Current behaviour for ConvertTo-Csv results in data that is essentially useless:
PS> $data = 1..10 | % { @{ Number = $_ } }
PS> $data
Name Value
---- -----
Number 1
Number 2
Number 3
Number 4
Number 5
Number 6
Number 7
Number 8
Number 9
Number 10
PS> $data | convertto-csv
"IsReadOnly","IsFixedSize","IsSynchronized","Keys","Values","SyncRoot","Count"
"False","False","False","System.Collections.Hashtable+KeyCollection","System.Collections.Hashtable+ValueCollection","System.Collections.Hashtable","1"
"False","False","False","System.Collections.Hashtable+KeyCollection","System.Collections.Hashtable+ValueCollection","System.Collections.Hashtable","1"
"False","False","False","System.Collections.Hashtable+KeyCollection","System.Collections.Hashtable+ValueCollection","System.Collections.Hashtable","1"
"False","False","False","System.Collections.Hashtable+KeyCollection","System.Collections.Hashtable+ValueCollection","System.Collections.Hashtable","1"
"False","False","False","System.Collections.Hashtable+KeyCollection","System.Collections.Hashtable+ValueCollection","System.Collections.Hashtable","1"

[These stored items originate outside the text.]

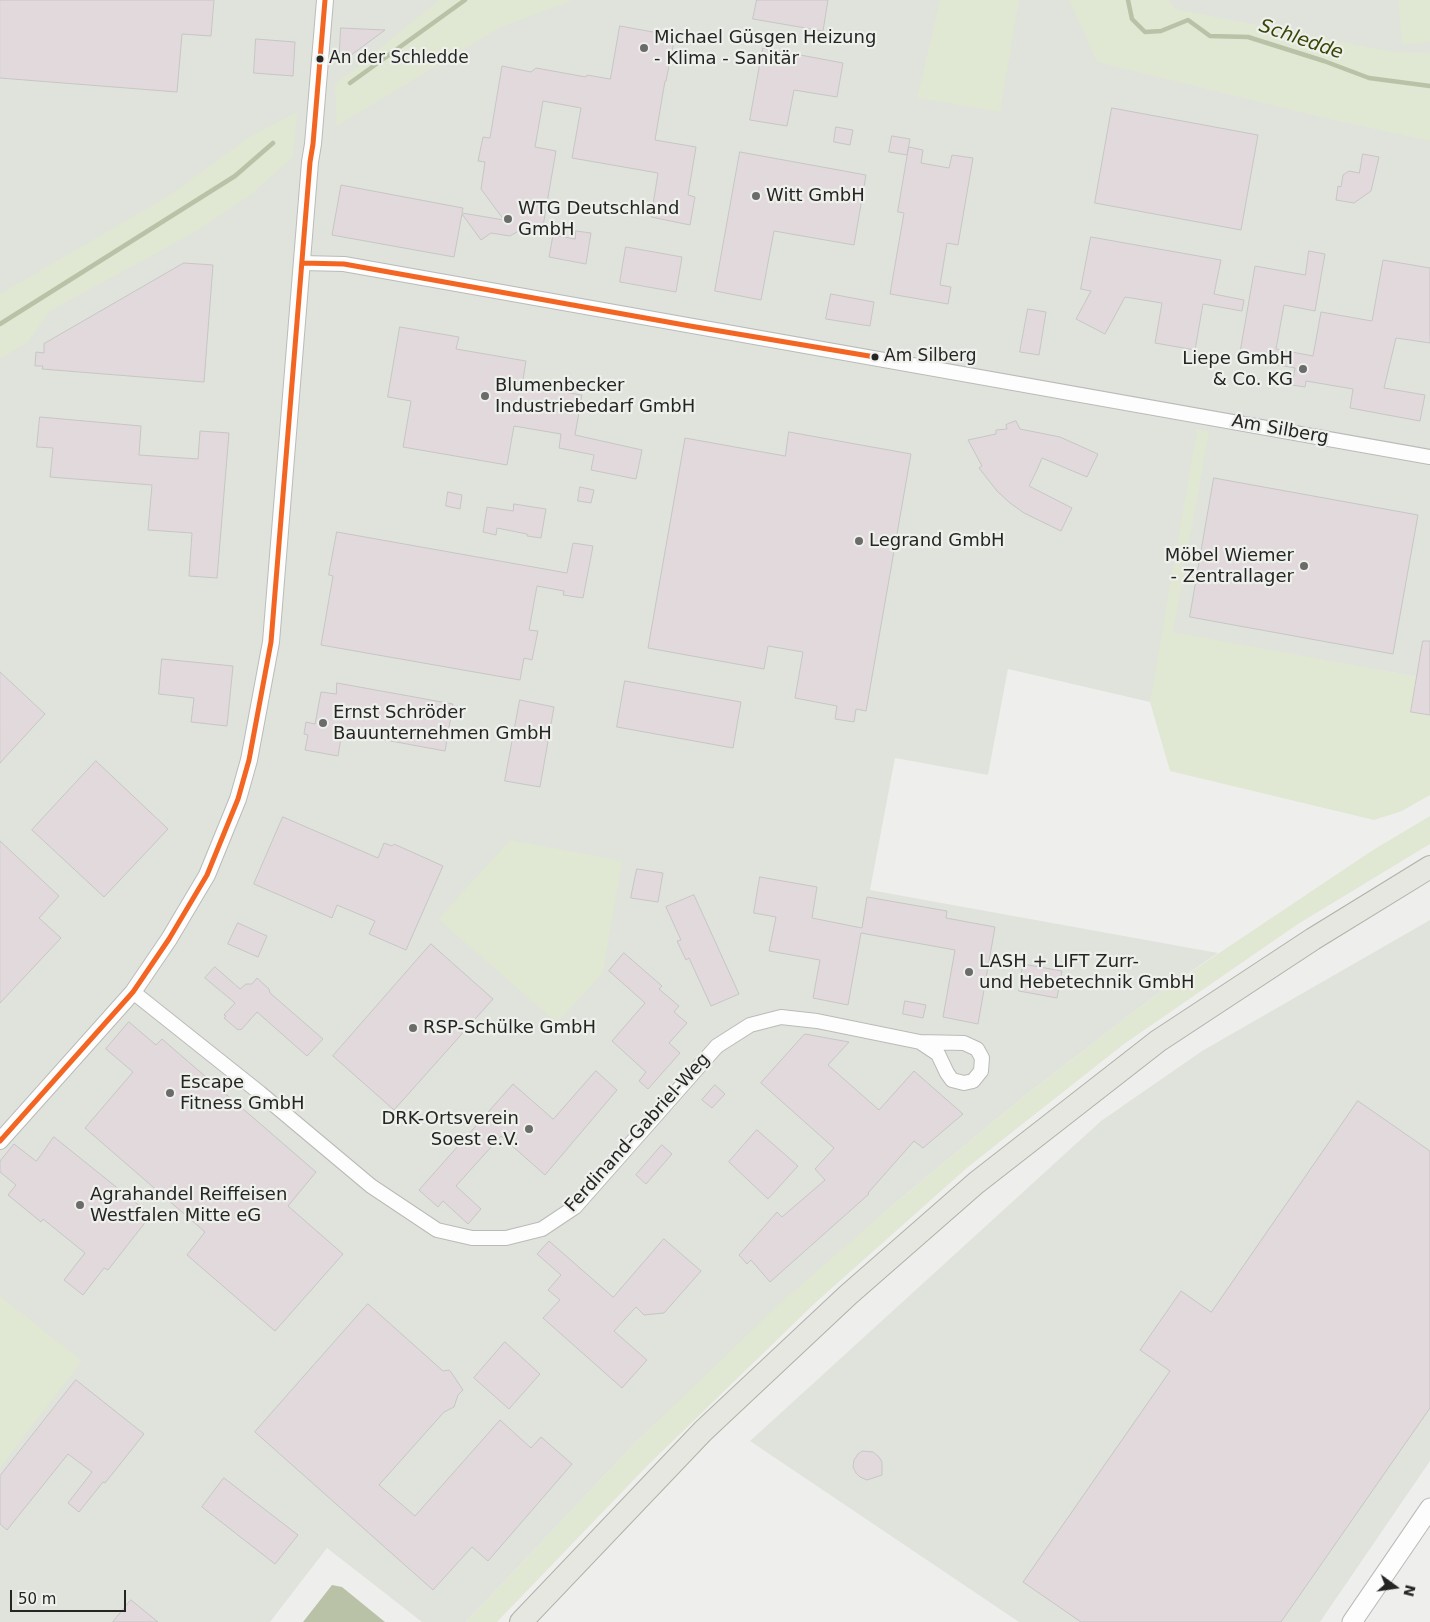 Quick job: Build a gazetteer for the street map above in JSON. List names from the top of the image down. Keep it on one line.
{"streets":{"street":["Am Silberg","Ferdinand-Gabriel-Weg"]},"water":["Schledde"],"places":["Michael Güsgen Heizung - Klima - Sanitär","An der Schledde","Witt GmbH","WTG Deutschland GmbH","Am Silberg","Liepe GmbH & Co. KG","Blumenbecker Industriebedarf GmbH","Legrand GmbH","Möbel Wiemer - Zentrallager","Ernst Schröder Bauunternehmen GmbH","LASH + LIFT Zurr- und Hebetechnik GmbH","RSP-Schülke GmbH","Escape Fitness GmbH","DRK-Ortsverein Soest e.V.","Agrahandel Reiffeisen Westfalen Mitte eG"],"scale_bar":"50 m","north":"right"} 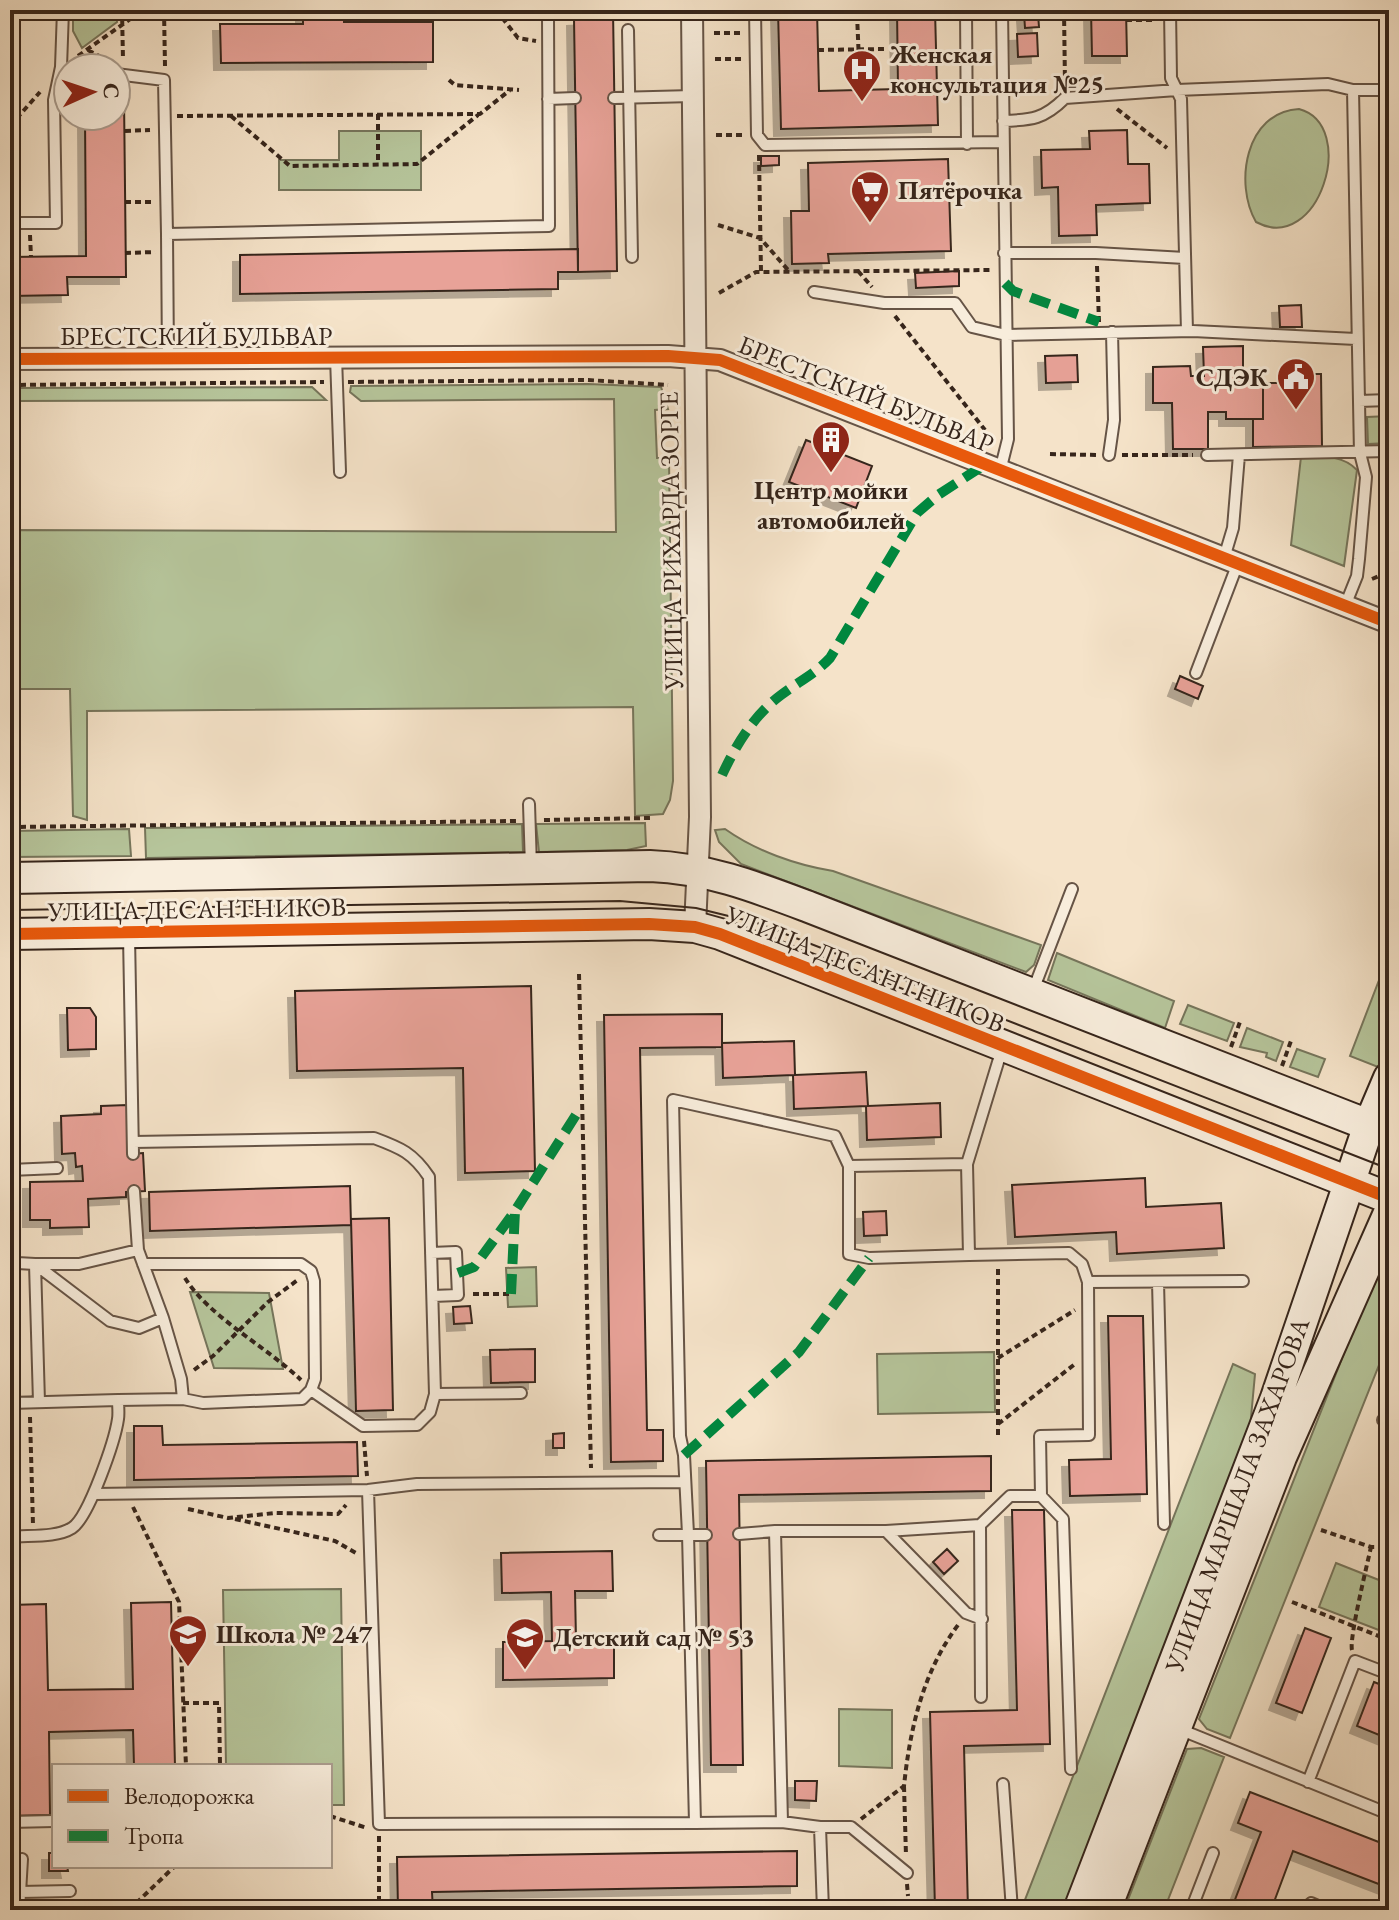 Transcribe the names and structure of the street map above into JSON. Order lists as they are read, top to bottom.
{
  "streets": {
    "street": [
      "БРЕСТСКИЙ БУЛЬВАР",
      "УЛИЦА РИХАРДА ЗОРГЕ",
      "УЛИЦА ДЕСАНТНИКОВ",
      "УЛИЦА МАРШАЛА ЗАХАРОВА"
    ]
  },
  "crossings": [
    ["БРЕСТСКИЙ БУЛЬВАР", "УЛИЦА РИХАРДА ЗОРГЕ"],
    ["УЛИЦА РИХАРДА ЗОРГЕ", "УЛИЦА ДЕСАНТНИКОВ"],
    ["УЛИЦА ДЕСАНТНИКОВ", "УЛИЦА МАРШАЛА ЗАХАРОВА"]
  ],
  "places": {
    "hospital": ["Женская консультация №25"],
    "supermarket": ["Пятёрочка"],
    "public building": ["СДЭК"],
    "building": ["Центр мойки автомобилей"],
    "school or university": ["Школа № 247", "Детский сад № 53"]
  },
  "legend": ["Велодорожка", "Тропа"],
  "north": "right"
} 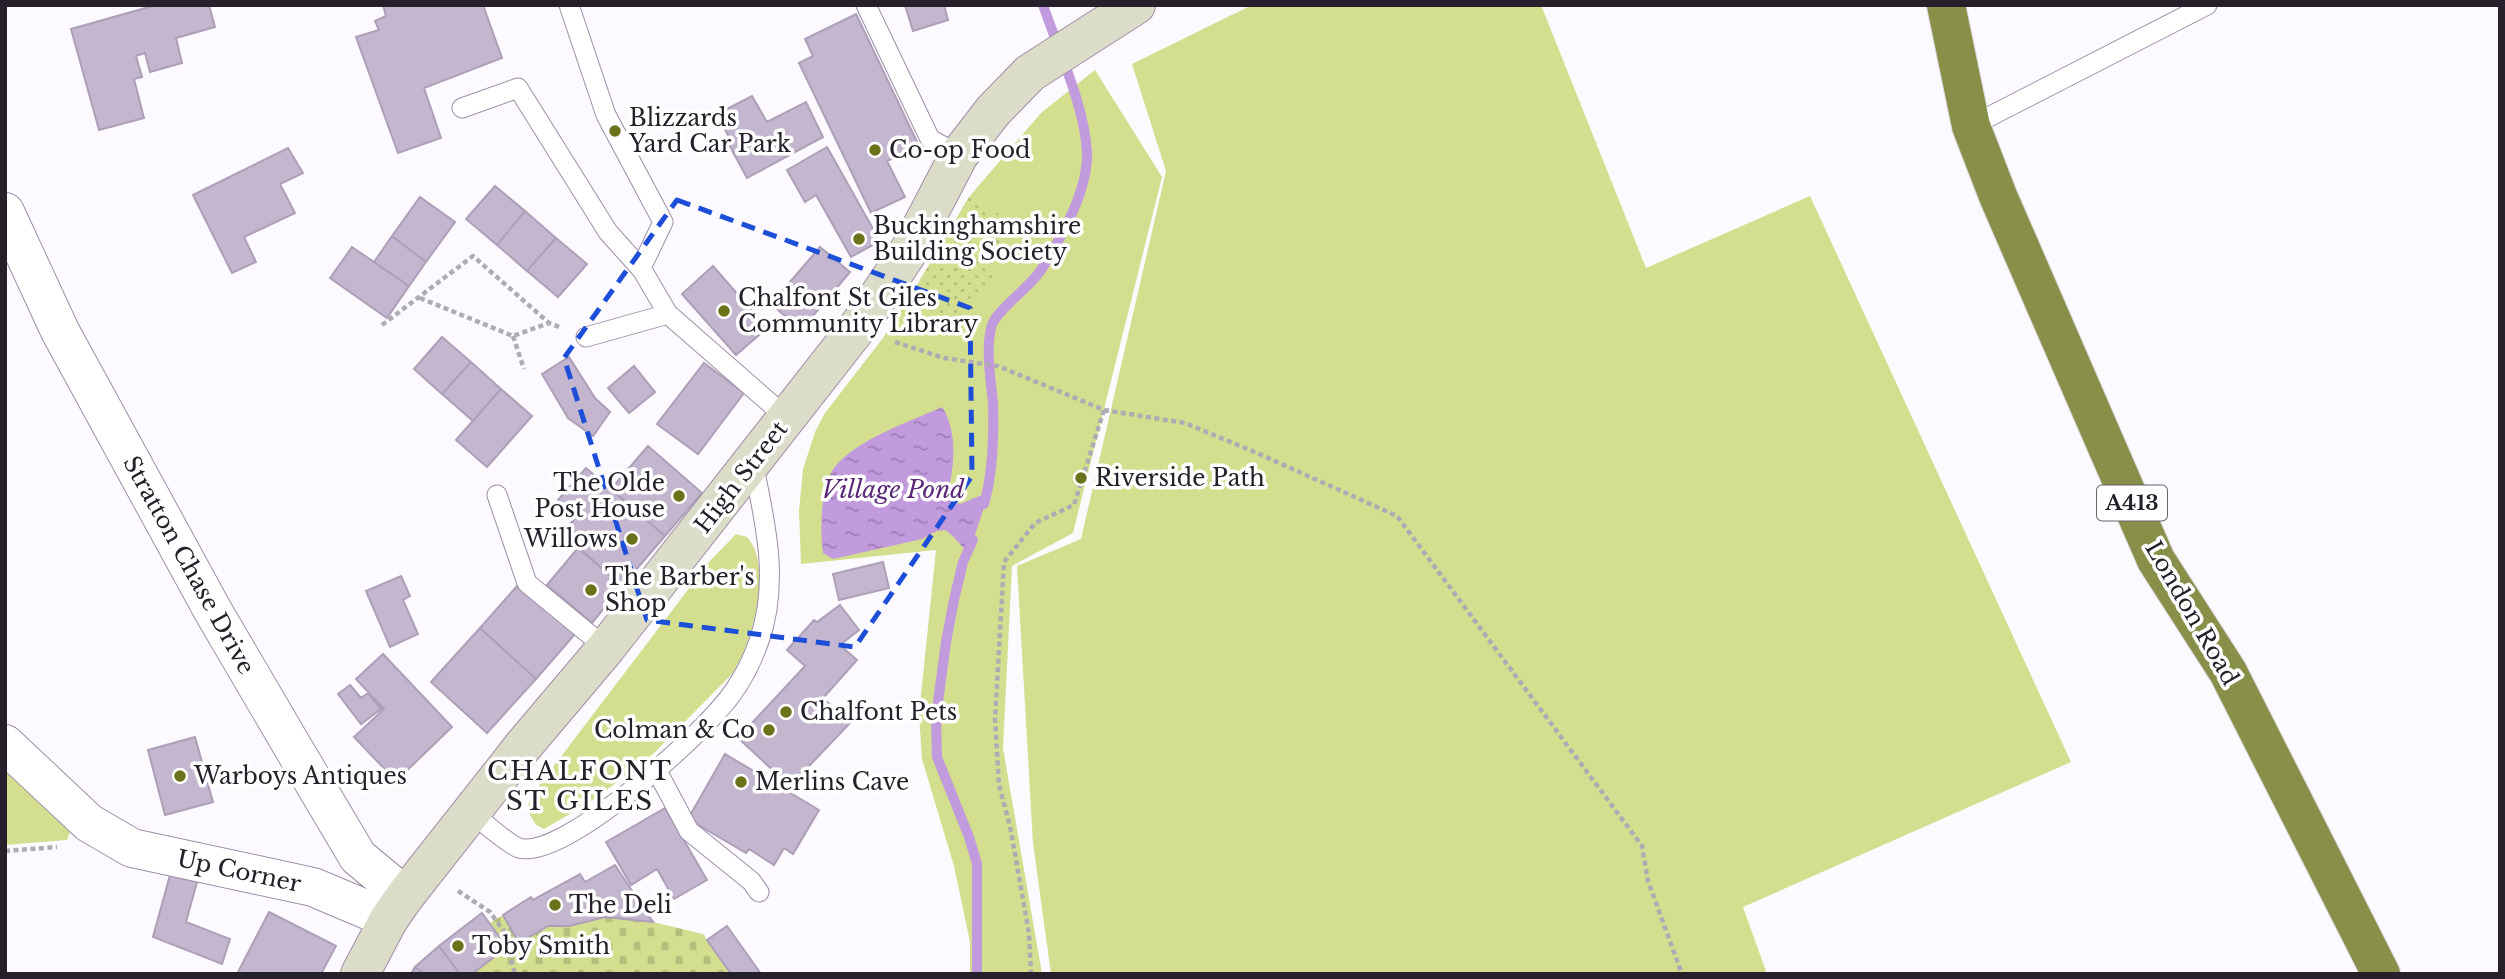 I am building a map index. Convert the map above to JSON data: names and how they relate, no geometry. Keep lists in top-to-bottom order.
{
  "streets": {
    "highway": ["A413", "London Road"],
    "street": ["High Street", "Stratton Chase Drive", "Up Corner"]
  },
  "crossings": [
    ["High Street", "Stratton Chase Drive"],
    ["High Street", "Up Corner"],
    ["Stratton Chase Drive", "Up Corner"]
  ],
  "districts": ["CHALFONT ST GILES"],
  "water": ["Village Pond"],
  "places": [
    "Blizzards Yard Car Park",
    "Co-op Food",
    "Buckinghamshire Building Society",
    "Chalfont St Giles Community Library",
    "Riverside Path",
    "The Olde Post House",
    "Willows",
    "The Barber's Shop",
    "Chalfont Pets",
    "Colman & Co",
    "Warboys Antiques",
    "Merlins Cave",
    "The Deli",
    "Toby Smith"
  ]
}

"False","False","False","System.Collections.Hashtable+KeyCollection","System.Collections.Hashtable+ValueCollection","System.Collections.Hashtable","1"
"False","False","False","System.Collections.Hashtable+KeyCollection","System.Collections.Hashtable+ValueCollection","System.Collections.Hashtable","1"
"False","False","False","System.Collections.Hashtable+KeyCollection","System.Collections.Hashtable+ValueCollection","System.Collections.Hashtable","1"
"False","False","False","System.Collections.Hashtable+KeyCollection","System.Collections.Hashtable+ValueCollection","System.Collections.Hashtable","1"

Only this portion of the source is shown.